NATIONAL PACKAGING CORPORATION, a corporation, Plaintiff, v. NIPPON YUSEN KAISHA (N.Y.K. LINE), a corporation, Defendant.
    No. C-71971.
    United States District Court, N. D. California.
    Sept. 15, 1972.
    Kent J. Clancy, of Derby, Cook, Quin-by & Tweedt, San Francisco, Cal., for plaintiff.
    Anthony Cary, of Lillick, McHose, Wheat, Adams & Charles, San Francisco, Cal., for defendant.
   ORDER

WOLLENBERG, District Judge.

Plaintiff has moved that the Court strike defendant’s second affirmative defense on the grounds that the word “delivery” as used in § 1303(6) of the Carriage of Goods by Sea Act (COGSA) 46 U.S.C. §§ 1300-1315 means actual physical transfer of goods from the carrier to the consignee. The meaning of the terms “delivery” and “proper delivery” are well established under the predecessor to COGSA, the Harter Act, 46 U.S.C. §§ 190-195. Apparently, however, this is the first time an American court has been called upon to decide what the term means as used in COGSA in a situation where the definition is crucial to a determination of whether the action was filed within the one-year statute of limitations provided in the Act. Section 1303(6) provides in part:

“In any event the carrier and the ship shall be discharged from all liability in respect of loss or damage unless suit is brought within one year after delivery of the goods or the date when the goods should have been delivered . . .

The Court has concluded that the definition “actual physical transfer” is not compelled by the language of COGSA. Although an equivalent definition was used in Milikowsky Bros., Inc. v.
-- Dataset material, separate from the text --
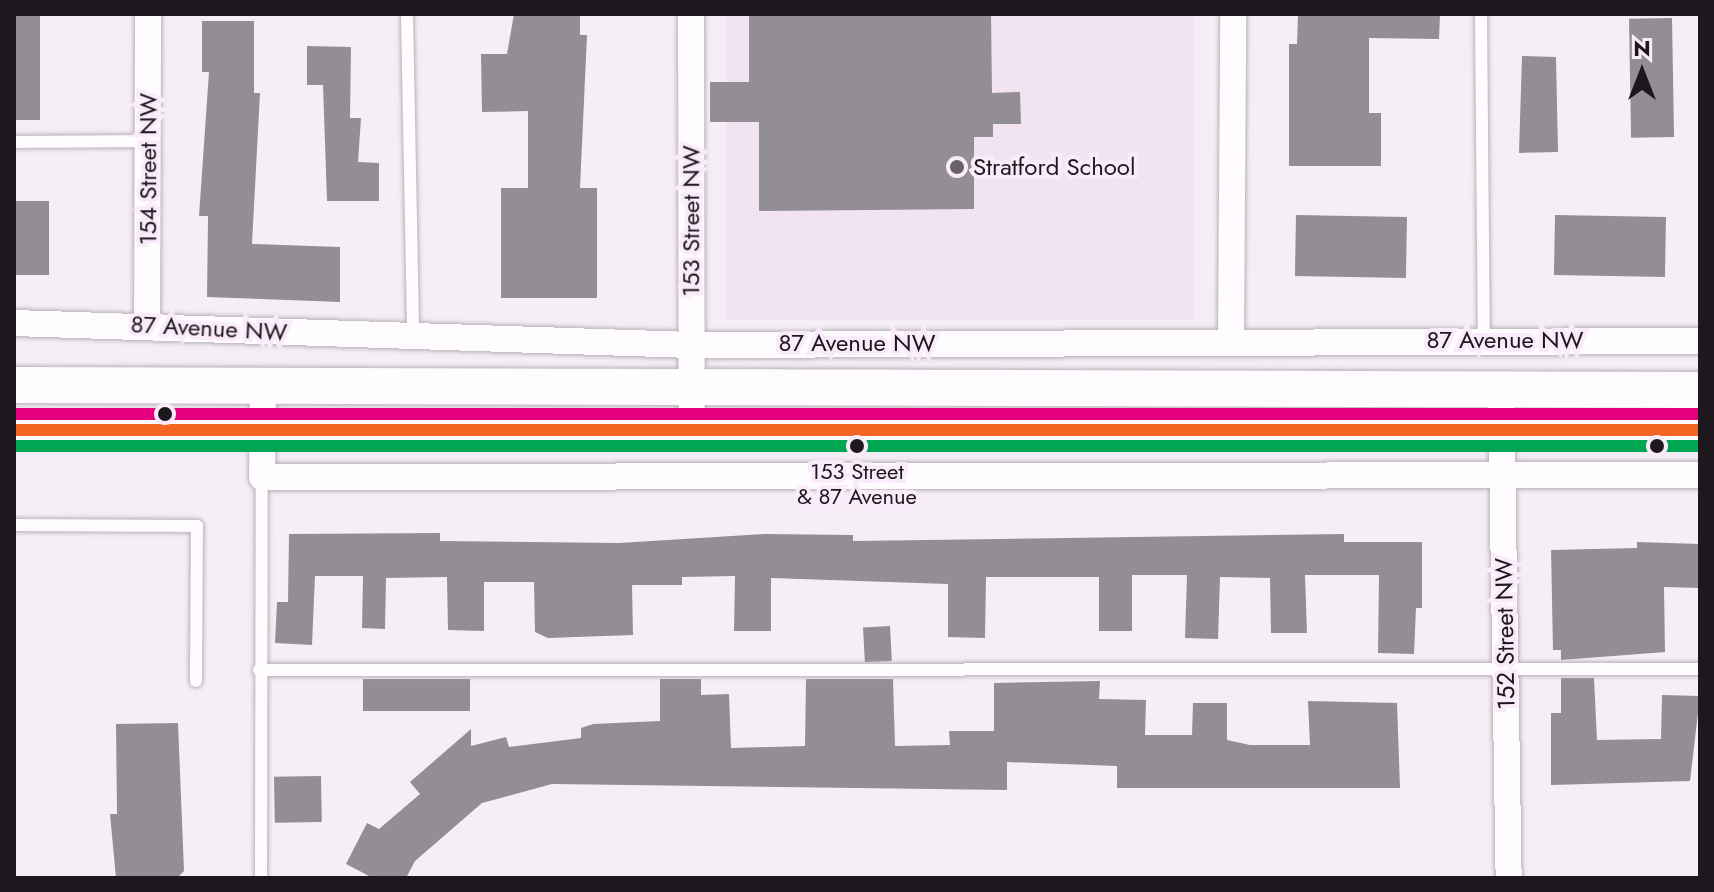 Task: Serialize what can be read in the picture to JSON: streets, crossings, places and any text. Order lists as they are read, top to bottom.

W. F. Kampman’s, ,etc., 1969 A.M.C. 111, 112 (N.D.Ill., 1968), the statement made in that case was not necessary to its holding.

Just as “delivery” does not mean actual physical transfer, neither does it mean discharge from the ship, without more. Between these two extremes is a period in which the consignee should receive notice that the goods have been discharged and should have a reasonable opportunity to remove the goods or place them under proper care and custody. (See, for example, J. Kinderman & Sons v. Nippon Yusen Kaisha Lines, 322 F.Supp. 939, 941, 1971 A.M.C. 743 (D.Pa. 1971) and cases cited therein.) This concept of delivery is the essence of a “proper delivery” under the Harter Act, 46 U.S.C. § 190.

The only case cited to the Court which is essentially on all fours with the present case is Automatic Tube Company et al., v. Adelaide Steamship (Operations) Ltd. et al. (The “Beltana”) a decision of the Supreme Court of Western Australia reported in [1967] 1 Lloyd’s List L.R. 531. In that case, the court was called upon to construe the Australian COGSA statute of limitations provision, which is identical with § 1303(6) and to define “delivery”. If delivery meant actual physical transfer, then plaintiff there, as here, would not have been time-barred. The Australian court rejected the actual physical transfer definition and held that “in this case delivery of the goods was made either when the goods were landed on the wharf and freed from the ship’s tackles or at the very latest at the time they were placed [at the consignee’s disposal]”. ([1967] 1 Lloyd’s List L.R. at 540)

The Court is inclined to follow the Beltana decision insofar as it interprets COGSA as rejecting the actual transfer definition and adopts the discharge + notice + opportunity to receive formula of “proper delivery”. Plaintiff’s motion is, therefore, denied.